#### Try it
Every line from the start of the records through the line with "context.lineJoin = 'round';" is to be written out exactly; pictures are not.

#### Data listing
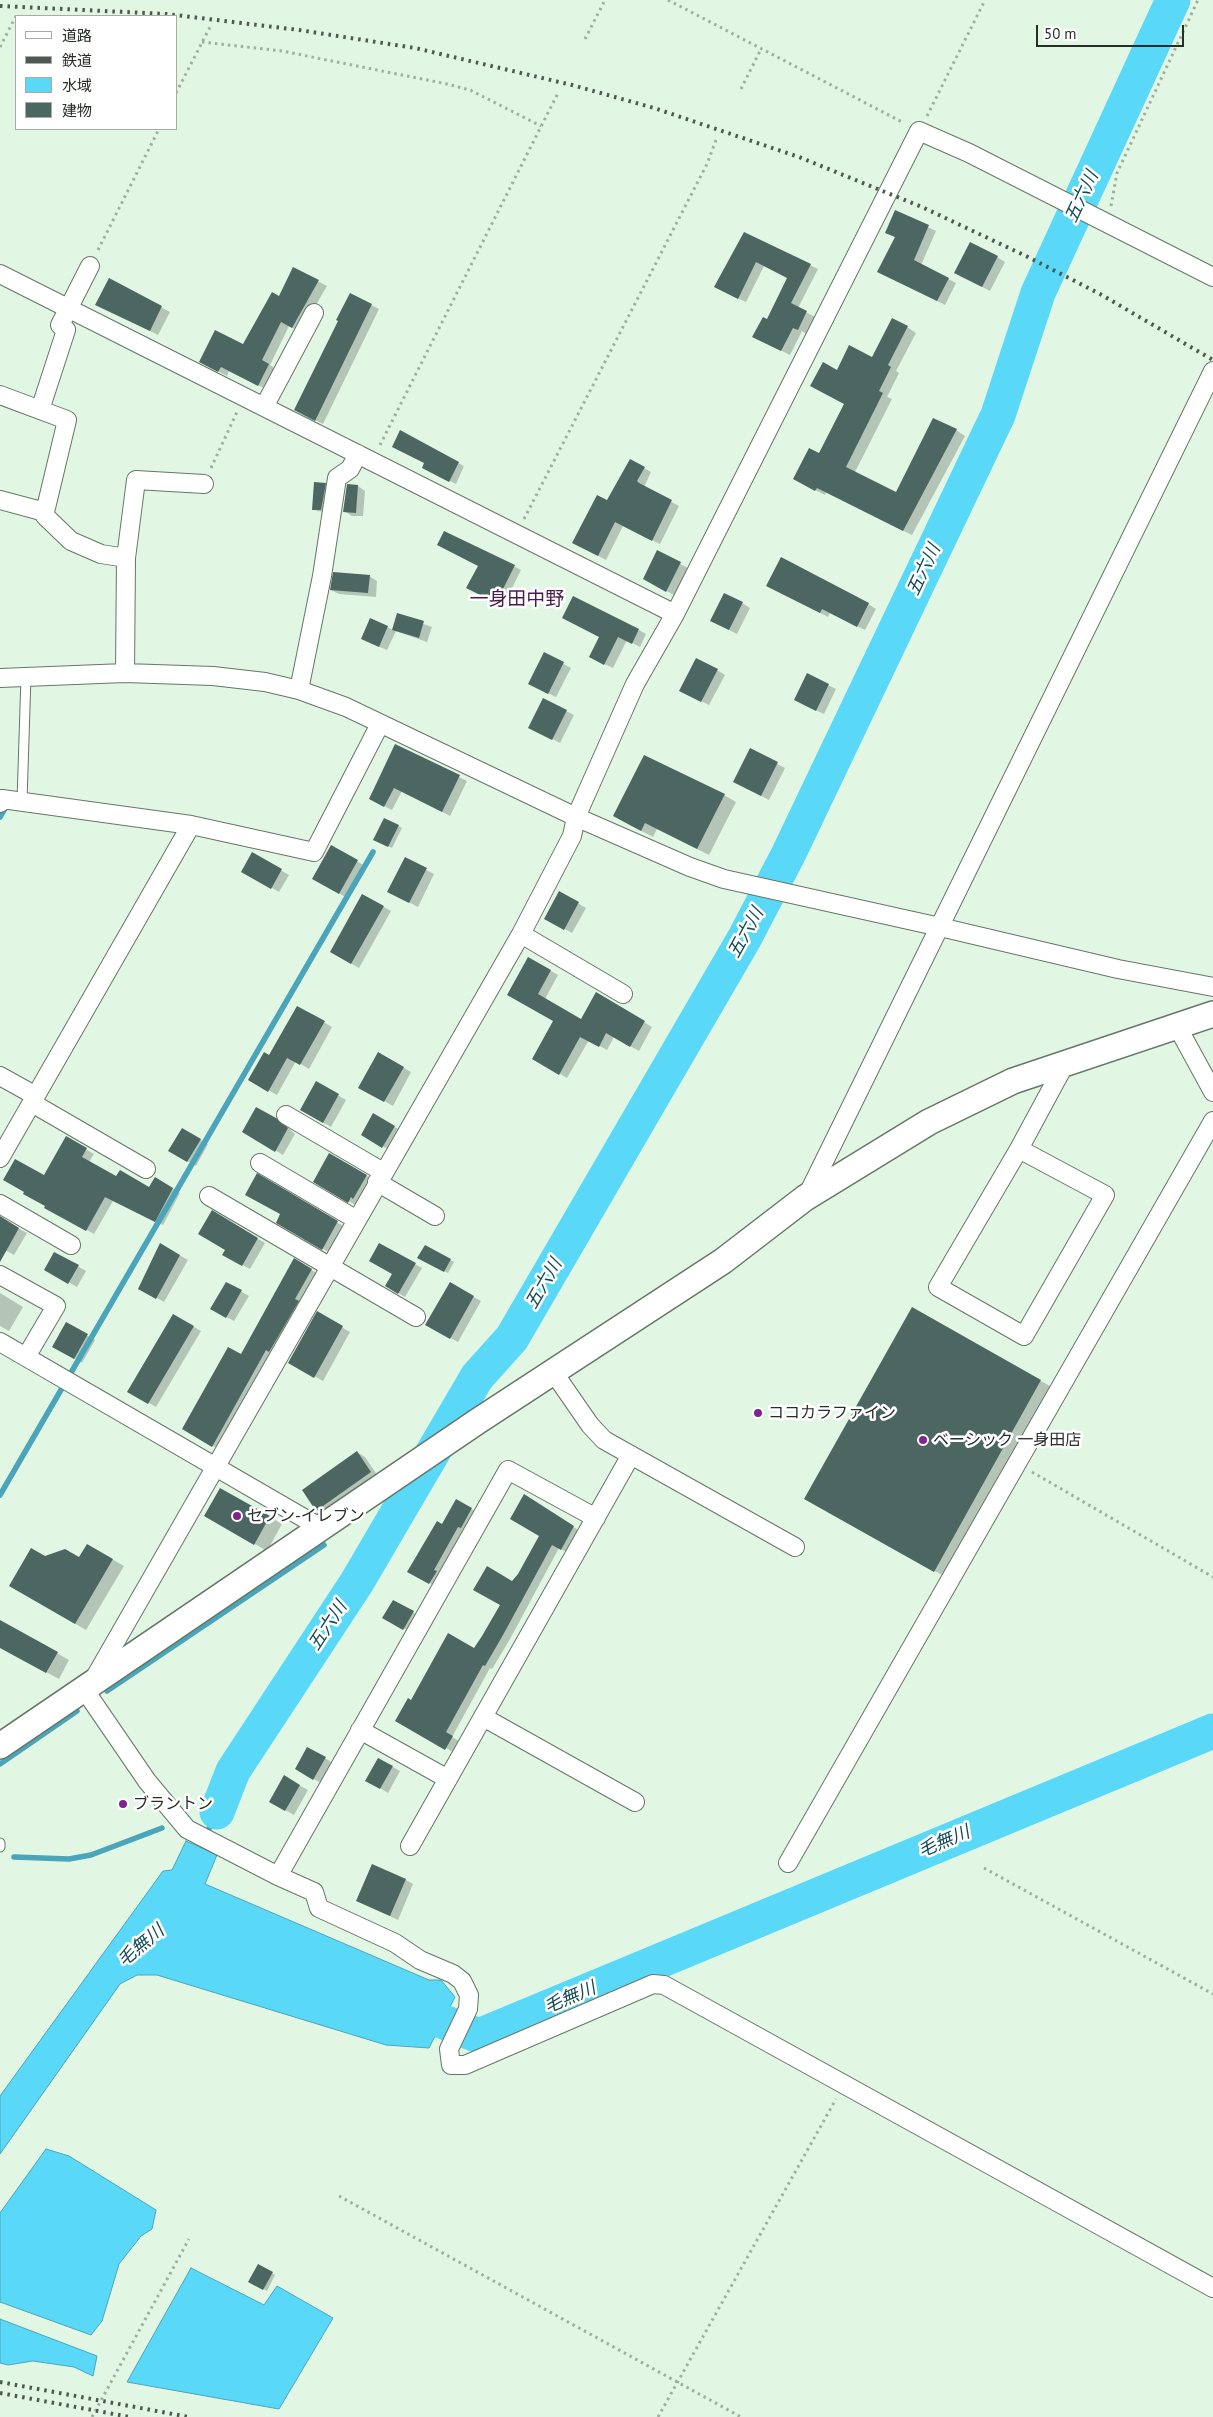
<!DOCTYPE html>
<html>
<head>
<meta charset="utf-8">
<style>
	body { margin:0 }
	#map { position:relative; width:1213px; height:2417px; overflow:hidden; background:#e2f6e4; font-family:"PT Sans","Noto Sans JP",sans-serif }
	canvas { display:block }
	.legend { position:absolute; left:15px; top:15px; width:162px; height:115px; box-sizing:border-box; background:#fff; border:1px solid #a9aba9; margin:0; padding:6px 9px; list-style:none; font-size:15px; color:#272e28 }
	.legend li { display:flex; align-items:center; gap:10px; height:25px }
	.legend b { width:25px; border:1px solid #a9aba9 }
	.scale { position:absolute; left:1036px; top:25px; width:148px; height:22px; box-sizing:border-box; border:2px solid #272e28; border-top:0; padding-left:6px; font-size:15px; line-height:18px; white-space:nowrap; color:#272e28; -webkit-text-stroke:4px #fff; paint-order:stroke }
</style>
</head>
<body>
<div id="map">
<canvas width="1213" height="2417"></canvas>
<ul class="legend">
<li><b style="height:6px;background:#fff"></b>道路</li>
<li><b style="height:6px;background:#4e5850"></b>鉄道</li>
<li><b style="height:14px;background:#5ad8f8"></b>水域</li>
<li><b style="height:14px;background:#4c6662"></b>建物</li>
</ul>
<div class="scale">50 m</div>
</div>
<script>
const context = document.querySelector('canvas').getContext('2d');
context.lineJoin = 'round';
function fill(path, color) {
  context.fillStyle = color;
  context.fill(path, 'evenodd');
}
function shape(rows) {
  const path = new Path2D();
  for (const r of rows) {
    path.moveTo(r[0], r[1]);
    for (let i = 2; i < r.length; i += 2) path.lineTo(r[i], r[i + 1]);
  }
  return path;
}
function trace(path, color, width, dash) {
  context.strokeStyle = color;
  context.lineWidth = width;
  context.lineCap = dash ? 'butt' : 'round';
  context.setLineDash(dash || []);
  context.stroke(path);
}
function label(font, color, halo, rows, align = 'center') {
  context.font = font + ' "PT Sans","Noto Sans JP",sans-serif';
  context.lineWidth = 5;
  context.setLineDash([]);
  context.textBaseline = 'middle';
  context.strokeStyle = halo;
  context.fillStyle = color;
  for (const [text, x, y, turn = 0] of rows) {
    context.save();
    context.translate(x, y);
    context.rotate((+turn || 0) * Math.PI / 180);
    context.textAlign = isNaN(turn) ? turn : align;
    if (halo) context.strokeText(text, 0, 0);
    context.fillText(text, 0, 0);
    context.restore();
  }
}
const water = shape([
	[186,1841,217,1855,205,1884,429,1980,441,1980,455,1997,429,2048,386,2045,157,1975,137,1975,120,1984,0,2154,0,2096,163,1871,172,1870,186,1841],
	[46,2149,69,2156,156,2210,152,2229,141,2236,119,2264,102,2321,91,2335,0,2302,0,2213,46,2149],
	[191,2268,264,2305,277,2286,333,2318,279,2409,127,2382,191,2268],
	[0,2319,97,2356,93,2376,74,2367,33,2361,8,2365,0,2363,0,2319]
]);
fill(water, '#5ad8f8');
trace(water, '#4ba5ba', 1);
fill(shape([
	[895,212,936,231,921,265,956,283,945,305,887,276,896,238,887,232],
	[745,234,818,269,798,308,815,317,806,334,802,331,790,355,762,341,767,321,788,278,764,266,746,302,723,291],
	[997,257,1005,262,990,291,963,277],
	[294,269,327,286,300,332,289,326,270,365,276,369,266,389,229,371,227,376,208,366,243,346,279,297],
	[109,280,170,312,158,335,105,309],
	[371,305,379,309,323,424,303,414],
	[907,327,916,333,896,371,899,373,887,397,892,399,855,472,897,494,956,430,965,436,912,535,826,492,825,495,803,484,845,404,838,371,872,359],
	[458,463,464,466,456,484,430,471],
	[644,468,651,472,644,487,679,506,660,544,623,526,606,560,581,547,607,502],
	[325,484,329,486,325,512,317,511,314,509],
	[358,486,365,491,363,516,352,516,344,511],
	[658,552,688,568,674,595,652,583],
	[479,565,514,566,521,570,503,606,475,591],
	[369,576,377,581,376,597,339,594,331,590],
	[776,590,868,604,876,609,865,630,830,613,828,617],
	[742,603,750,608,737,634,719,625],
	[398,615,432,627,427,642,396,631,387,650,370,643,371,619,393,630],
	[639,630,646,634,640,647,627,640,613,668,598,661,600,637],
	[545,654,571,668,556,697,538,688],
	[717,670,725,675,709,705,689,695],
	[828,685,836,689,824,714,803,704],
	[566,711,574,715,560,743,538,732],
	[395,746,467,781,450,816,402,791,392,810,378,803],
	[750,750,785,768,769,800,742,786],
	[724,795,736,802,709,855,657,829,653,837,626,823],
	[385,819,402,828,392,848,375,840],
	[332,847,365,866,347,898,314,879],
	[253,854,289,875,279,892,243,871],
	[405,859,434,874,418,907,397,896],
	[560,893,586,908,572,933,545,918],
	[363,895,391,911,359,968,331,952],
	[529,958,558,975,545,999,582,1020,597,994,652,1027,639,1051,614,1037,607,1050,589,1040,567,1078,534,1059,555,1021,508,995],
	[298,1007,332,1027,309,1069,296,1061,277,1095,250,1080,269,1057],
	[379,1054,411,1072,393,1106,360,1087],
	[317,1083,346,1100,331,1127,301,1110],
	[256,1108,284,1124,295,1134,283,1155,244,1131],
	[374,1115,402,1131,391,1151,363,1135],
	[182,1130,208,1144,196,1166,170,1151],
	[66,1138,94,1154,89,1162,117,1178,150,1188,155,1178,180,1193,163,1225,113,1201,94,1234,46,1207,44,1177],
	[330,1155,374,1180,357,1206,314,1181],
	[257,1175,345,1227,330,1253,277,1222,282,1214],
	[212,1212,265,1243,250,1269,224,1255,227,1249],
	[0,1218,27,1233,14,1255,0,1247],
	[380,1244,422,1268,405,1297,386,1286,393,1273],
	[161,1245,188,1260,164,1302,140,1288],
	[425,1246,454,1262,448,1273,419,1258],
	[55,1253,86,1271,77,1287,46,1269],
	[294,1260,322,1276,224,1452,183,1429,241,1356],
	[226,1283,249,1296,234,1321,212,1309],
	[450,1284,481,1301,458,1342,427,1325],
	[0,1293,23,1307,9,1331,0,1326],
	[912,1309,1057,1390,951,1580,806,1499],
	[318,1313,350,1332,323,1381,289,1362],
	[173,1315,201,1331,156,1407,129,1391],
	[67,1324,95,1340,82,1363,54,1347],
	[357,1452,365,1457,378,1476,325,1514,317,1510],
	[220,1489,282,1524,267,1551,206,1516],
	[524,1496,580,1531,568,1553,559,1548,510,1639,492,1669,490,1668,452,1737,459,1741,453,1752,397,1720,412,1702,475,1650,519,1574,541,1535],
	[456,1501,477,1512,467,1530,464,1529,439,1573,441,1575,435,1586,408,1571,443,1525],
	[87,1545,124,1566,86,1630,11,1586,45,1557,80,1559],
	[393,1601,421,1617,412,1633,384,1617],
	[0,1621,69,1660,59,1679,0,1647],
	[308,1748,333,1763,321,1783,296,1769],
	[379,1759,400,1771,388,1793,367,1780],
	[284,1777,308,1790,294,1815,271,1802],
	[406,1880,413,1884,398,1920,357,1901],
	[258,2266,275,2275,267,2291,250,2281]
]), '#0003');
trace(shape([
	[0,817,7,805],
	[0,1495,373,852],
	[107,1691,324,1545],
	[0,1764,77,1711],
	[205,1837,217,1812],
	[14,1857,69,1859,91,1855,162,1828]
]), '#4ba5ba', 5.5);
trace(shape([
	[217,1812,233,1771,357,1582,477,1377,512,1338,744,939,788,855,998,415,1038,293,1173,0],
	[399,2004,479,2036,1213,1731]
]), '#5ad8f8', 35);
fill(shape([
	[895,210,929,225,914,260,949,278,937,301,877,272,895,237,885,233],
	[744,232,811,264,791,303,807,311,798,330,793,328,781,351,752,337,763,317,767,319,787,278,756,262,738,299,714,287],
	[970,242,998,256,982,287,954,273],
	[293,267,319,280,292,328,281,322,262,360,269,364,258,386,221,367,218,372,199,362,215,330,243,344,272,292,279,296],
	[109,278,162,306,150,331,95,305],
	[350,293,372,304,315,421,294,410,338,321,336,320],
	[892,318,908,326,888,365,891,367,879,391,883,393,846,467,896,492,933,418,957,429,903,531,817,488,815,491,793,479,809,448,819,453,844,404,810,386,823,362,837,370,849,345,872,357],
	[400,430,459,462,449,482,422,468,424,463,392,447],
	[630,459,645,467,637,481,639,483,672,500,652,541,615,522,598,556,572,543,597,495,607,500],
	[314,482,326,483,321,510,312,510],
	[347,484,358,485,356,513,343,512],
	[444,531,515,565,496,603,466,588,478,566,437,545],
	[657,550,681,562,666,592,643,579],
	[781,557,869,603,857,627,822,609,820,613,766,586],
	[333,572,370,575,368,593,330,590],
	[724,593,743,602,729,630,710,621],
	[573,596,639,629,632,644,618,637,604,665,589,657,599,637,562,618],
	[397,613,424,621,419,638,392,630],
	[370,618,388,626,379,647,361,639],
	[544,652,564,662,548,694,528,684],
	[696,658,718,669,701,702,679,691],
	[807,673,829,684,816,711,794,700],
	[543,698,567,710,552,740,528,728],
	[395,744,460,775,442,812,394,788,384,807,369,799],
	[750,748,778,762,761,796,733,782],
	[644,755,725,794,697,849,645,823,641,831,613,816],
	[384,818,399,825,388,847,373,840],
	[331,845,358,860,339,894,312,879],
	[252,852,282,869,271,889,241,872],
	[405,857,427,868,409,903,387,892],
	[559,891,579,902,564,930,544,919],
	[362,894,384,906,351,964,330,952],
	[528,957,551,970,538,994,581,1019,596,992,645,1021,630,1047,606,1033,599,1047,580,1037,559,1075,532,1059,553,1021,507,995],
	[297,1006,325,1021,300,1065,287,1058,268,1092,248,1080,264,1052,269,1055],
	[378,1052,404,1067,384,1102,358,1088],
	[316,1081,339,1094,323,1123,300,1110],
	[256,1107,276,1118,288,1128,275,1152,242,1132],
	[373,1113,395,1126,382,1148,361,1135],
	[182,1128,201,1139,187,1162,168,1151],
	[66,1136,87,1148,82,1157,116,1176,120,1170,149,1187,155,1177,173,1188,155,1222,105,1197,86,1231,44,1208,45,1206,23,1194,24,1192,3,1180,15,1159,44,1175],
	[329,1153,367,1175,353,1199,351,1197,348,1203,313,1182],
	[257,1173,338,1221,322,1250,276,1223,280,1214,245,1195],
	[212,1210,258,1238,242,1266,222,1255,225,1250,198,1234],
	[0,1216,19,1228,0,1262],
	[160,1243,180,1255,156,1299,138,1289],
	[379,1243,416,1263,398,1294,385,1286,392,1274,369,1261],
	[425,1245,451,1259,444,1272,417,1258],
	[54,1252,79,1265,68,1284,44,1270],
	[294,1258,312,1269,295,1299,299,1301,269,1352,266,1350,212,1447,182,1429,228,1347,241,1354],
	[226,1282,242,1290,226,1318,210,1309],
	[450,1282,474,1296,450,1339,425,1325],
	[912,1307,1041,1380,934,1572,804,1499],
	[317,1311,343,1326,314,1378,288,1363],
	[173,1314,194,1326,148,1404,127,1392],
	[66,1322,88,1334,74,1359,52,1347],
	[357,1451,371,1472,316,1511,302,1490],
	[220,1488,270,1516,254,1545,204,1516],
	[524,1494,574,1526,561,1550,552,1545,503,1635,485,1666,483,1665,446,1732,453,1736,445,1750,395,1721,408,1698,411,1700,448,1633,474,1648,482,1636,500,1605,473,1590,487,1566,512,1581,518,1574,539,1536,510,1519],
	[456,1499,472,1508,461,1528,458,1527,434,1570,437,1571,429,1584,407,1572,437,1521,442,1524],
	[87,1544,113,1559,75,1624,9,1586,31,1548,45,1556,65,1549,79,1557],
	[393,1600,414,1611,403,1630,382,1618],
	[0,1620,58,1652,46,1673,0,1648],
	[307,1747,326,1757,313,1780,295,1769],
	[378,1758,393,1766,380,1789,365,1781],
	[284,1775,300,1785,285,1811,269,1802],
	[372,1864,406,1879,390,1916,356,1901],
	[258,2264,273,2272,263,2290,248,2282]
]), '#4c6662');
const lane = shape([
	[22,801,26,676],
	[0,1843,0,1847]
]);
const street = shape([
	[0,274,675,614],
	[0,395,67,420,45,512,0,500],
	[264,407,314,313],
	[40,410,66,330,60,325,90,266],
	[45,512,45,516,71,541,101,554,126,558,125,673],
	[126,558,136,480,204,484],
	[0,678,125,673,213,676,265,682,299,690,346,707,576,817,690,867,724,879,940,927,1118,969,1213,987],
	[299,690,322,576,337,478,350,469,358,454],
	[0,803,2,799,191,825],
	[521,934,623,994],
	[1177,1026,1213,1092],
	[0,1076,36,1096],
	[32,1103,146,1169],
	[286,1115,383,1172],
	[1019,1149,1105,1195,1024,1336,938,1287,1019,1149,1066,1062],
	[0,1158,191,825,314,852,380,724],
	[260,1163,357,1220],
	[377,1182,435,1216],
	[209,1196,416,1317],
	[806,1198,1213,371],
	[0,1204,71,1245],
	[0,1275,56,1306,26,1357],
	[0,1342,321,1528],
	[554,1373,590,1425,604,1440,795,1547],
	[94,1679,521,934,572,836,576,817,635,684,675,614,919,131,969,153,1213,277],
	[84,1689,147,1781,187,1829,278,1876,314,1892,319,1908,395,1943,420,1960,453,1974,462,1981,469,1995,468,2009,449,2049,451,2065,465,2065,653,1984,664,1985,1213,2288],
	[483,1717,635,1802],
	[360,1730,448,1779],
	[410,1846,631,1455],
	[788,1863,1213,1121],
	[278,1876,508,1470,596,1518]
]);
const secondary = shape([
	[0,1746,478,1421,723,1261,805,1198,929,1122,1013,1081,1213,1014]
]);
trace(lane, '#657767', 11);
trace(street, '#657767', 20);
trace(secondary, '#657767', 28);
trace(shape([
	[668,0,904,123],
	[585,39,605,0],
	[202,42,282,51,447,84,470,90,541,126],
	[0,47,17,14],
	[741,89,761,49],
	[176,93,210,27],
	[927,116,985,0],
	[1111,206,1117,173,1198,0],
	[98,250,159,129],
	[380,445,558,93],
	[211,468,237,412],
	[524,519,707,164,716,140],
	[1032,1472,1213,1577],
	[984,1868,1213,1994],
	[339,2196,741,2417],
	[92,2417,189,2239],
	[658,2417,836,2099]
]), '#a0afa2', 3, [2.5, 4]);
trace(lane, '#fff', 9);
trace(street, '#fff', 18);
trace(secondary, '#fff', 25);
trace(shape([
	[0,6,167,14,299,30,415,48,572,85,654,108,799,157,922,207,1028,257,1100,294,1213,360],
	[0,2382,189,2417],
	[0,2393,130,2417]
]), '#4e5850', 4, [2.5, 5]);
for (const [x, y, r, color] of [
	[758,1413,5,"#80238f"],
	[923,1440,5,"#80238f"],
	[237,1516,5,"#80238f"],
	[123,1804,5,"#80238f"]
]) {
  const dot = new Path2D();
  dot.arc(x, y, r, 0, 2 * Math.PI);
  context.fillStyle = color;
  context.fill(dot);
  trace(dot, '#fff', 2);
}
label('16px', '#272e28', '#fff', [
	["ココカラファイン",768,1413],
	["ベーシック 一身田店",933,1440],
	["セブン-イレブン",247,1516],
	["ブラントン",133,1804]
], 'left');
label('italic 18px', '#134a57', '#fff', [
	["五六川",1082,197,-65],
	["五六川",924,570,-65],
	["五六川",746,933,-61],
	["五六川",544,1284,-60],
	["五六川",328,1626,-57],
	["毛無川",944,1842,-23],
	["毛無川",141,1946,-40],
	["毛無川",570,1998,-23]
]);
label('19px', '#471b4e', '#fff', [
	["一身田中野",517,600]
]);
</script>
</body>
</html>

#### Answer
<!DOCTYPE html>
<html>
<head>
<meta charset="utf-8">
<style>
	body { margin:0 }
	#map { position:relative; width:1213px; height:2417px; overflow:hidden; background:#e2f6e4; font-family:"PT Sans","Noto Sans JP",sans-serif }
	canvas { display:block }
	.legend { position:absolute; left:15px; top:15px; width:162px; height:115px; box-sizing:border-box; background:#fff; border:1px solid #a9aba9; margin:0; padding:6px 9px; list-style:none; font-size:15px; color:#272e28 }
	.legend li { display:flex; align-items:center; gap:10px; height:25px }
	.legend b { width:25px; border:1px solid #a9aba9 }
	.scale { position:absolute; left:1036px; top:25px; width:148px; height:22px; box-sizing:border-box; border:2px solid #272e28; border-top:0; padding-left:6px; font-size:15px; line-height:18px; white-space:nowrap; color:#272e28; -webkit-text-stroke:4px #fff; paint-order:stroke }
</style>
</head>
<body>
<div id="map">
<canvas width="1213" height="2417"></canvas>
<ul class="legend">
<li><b style="height:6px;background:#fff"></b>道路</li>
<li><b style="height:6px;background:#4e5850"></b>鉄道</li>
<li><b style="height:14px;background:#5ad8f8"></b>水域</li>
<li><b style="height:14px;background:#4c6662"></b>建物</li>
</ul>
<div class="scale">50 m</div>
</div>
<script>
const context = document.querySelector('canvas').getContext('2d');
context.lineJoin = 'round';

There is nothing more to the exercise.